=== Data provided ===
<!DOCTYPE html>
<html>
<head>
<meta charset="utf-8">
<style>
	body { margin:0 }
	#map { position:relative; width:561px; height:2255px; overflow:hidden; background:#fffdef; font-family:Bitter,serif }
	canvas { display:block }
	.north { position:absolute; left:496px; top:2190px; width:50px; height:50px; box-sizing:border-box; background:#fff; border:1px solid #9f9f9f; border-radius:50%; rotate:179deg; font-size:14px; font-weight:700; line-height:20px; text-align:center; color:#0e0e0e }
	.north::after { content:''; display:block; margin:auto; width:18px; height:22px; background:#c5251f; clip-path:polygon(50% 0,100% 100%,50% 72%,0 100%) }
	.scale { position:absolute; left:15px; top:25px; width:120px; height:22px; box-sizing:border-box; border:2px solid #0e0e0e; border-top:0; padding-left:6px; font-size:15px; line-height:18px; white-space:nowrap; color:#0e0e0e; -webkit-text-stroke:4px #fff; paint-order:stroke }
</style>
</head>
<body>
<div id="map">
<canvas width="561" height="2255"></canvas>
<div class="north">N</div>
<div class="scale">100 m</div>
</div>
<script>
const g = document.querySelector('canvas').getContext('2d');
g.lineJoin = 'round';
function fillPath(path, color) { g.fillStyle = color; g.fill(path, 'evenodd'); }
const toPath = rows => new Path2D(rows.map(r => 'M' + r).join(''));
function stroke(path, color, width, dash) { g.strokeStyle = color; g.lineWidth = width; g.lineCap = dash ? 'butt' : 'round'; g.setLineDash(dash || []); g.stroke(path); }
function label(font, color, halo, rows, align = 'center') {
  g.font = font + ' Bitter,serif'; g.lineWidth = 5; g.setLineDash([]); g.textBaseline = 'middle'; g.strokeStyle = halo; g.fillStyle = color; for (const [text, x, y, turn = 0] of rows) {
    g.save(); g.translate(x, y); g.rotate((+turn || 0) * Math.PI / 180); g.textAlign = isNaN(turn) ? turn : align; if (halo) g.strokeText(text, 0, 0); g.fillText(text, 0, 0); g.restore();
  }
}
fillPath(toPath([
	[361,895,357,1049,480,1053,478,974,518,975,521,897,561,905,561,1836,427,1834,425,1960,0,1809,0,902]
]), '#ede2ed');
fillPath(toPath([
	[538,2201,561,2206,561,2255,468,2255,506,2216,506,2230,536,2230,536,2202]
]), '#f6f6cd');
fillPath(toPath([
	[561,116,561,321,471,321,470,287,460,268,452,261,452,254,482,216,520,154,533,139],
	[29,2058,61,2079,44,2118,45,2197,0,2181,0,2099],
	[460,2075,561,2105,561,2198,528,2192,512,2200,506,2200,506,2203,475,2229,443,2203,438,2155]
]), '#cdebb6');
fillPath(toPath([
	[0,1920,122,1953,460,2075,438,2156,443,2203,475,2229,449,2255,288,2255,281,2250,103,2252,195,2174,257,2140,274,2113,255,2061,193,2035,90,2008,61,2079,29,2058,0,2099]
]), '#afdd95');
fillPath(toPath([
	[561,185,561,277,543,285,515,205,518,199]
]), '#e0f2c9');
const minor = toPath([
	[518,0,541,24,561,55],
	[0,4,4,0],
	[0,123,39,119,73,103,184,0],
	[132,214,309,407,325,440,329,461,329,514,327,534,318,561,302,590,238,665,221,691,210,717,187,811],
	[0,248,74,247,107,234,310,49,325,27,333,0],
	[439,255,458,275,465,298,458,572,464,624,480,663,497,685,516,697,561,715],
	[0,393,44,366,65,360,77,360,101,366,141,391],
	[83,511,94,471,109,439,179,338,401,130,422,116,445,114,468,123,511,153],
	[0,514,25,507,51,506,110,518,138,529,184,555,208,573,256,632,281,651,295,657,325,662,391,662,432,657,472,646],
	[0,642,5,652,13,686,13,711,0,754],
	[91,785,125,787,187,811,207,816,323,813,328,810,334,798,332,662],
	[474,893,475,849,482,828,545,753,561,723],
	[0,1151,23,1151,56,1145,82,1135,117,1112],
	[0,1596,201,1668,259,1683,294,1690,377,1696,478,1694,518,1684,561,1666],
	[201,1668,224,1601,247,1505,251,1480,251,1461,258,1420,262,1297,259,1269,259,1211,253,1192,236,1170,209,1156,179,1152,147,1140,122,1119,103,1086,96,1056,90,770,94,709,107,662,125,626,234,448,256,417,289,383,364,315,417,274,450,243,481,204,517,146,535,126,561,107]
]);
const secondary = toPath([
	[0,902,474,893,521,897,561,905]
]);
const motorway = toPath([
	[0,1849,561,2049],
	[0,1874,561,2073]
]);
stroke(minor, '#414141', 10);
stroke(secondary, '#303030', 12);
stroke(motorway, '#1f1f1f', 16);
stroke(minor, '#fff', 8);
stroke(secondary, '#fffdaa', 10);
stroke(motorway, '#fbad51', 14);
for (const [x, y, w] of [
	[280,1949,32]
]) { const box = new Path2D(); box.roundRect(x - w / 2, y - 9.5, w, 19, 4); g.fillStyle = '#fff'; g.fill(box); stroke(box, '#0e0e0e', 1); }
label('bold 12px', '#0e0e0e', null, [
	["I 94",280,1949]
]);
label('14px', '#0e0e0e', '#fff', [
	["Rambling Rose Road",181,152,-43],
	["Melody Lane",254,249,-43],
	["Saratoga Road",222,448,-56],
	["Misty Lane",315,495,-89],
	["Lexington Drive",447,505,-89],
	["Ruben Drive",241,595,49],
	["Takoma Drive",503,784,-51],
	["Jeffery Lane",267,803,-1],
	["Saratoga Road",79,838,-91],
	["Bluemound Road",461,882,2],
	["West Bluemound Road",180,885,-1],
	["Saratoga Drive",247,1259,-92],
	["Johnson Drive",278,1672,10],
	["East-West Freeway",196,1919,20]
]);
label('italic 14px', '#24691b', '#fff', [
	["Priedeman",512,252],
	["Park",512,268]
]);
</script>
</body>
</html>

=== Requirement ===
Figure out how many lines above include the string "center", then report that number and nothing else.

=== Output for this task ===
2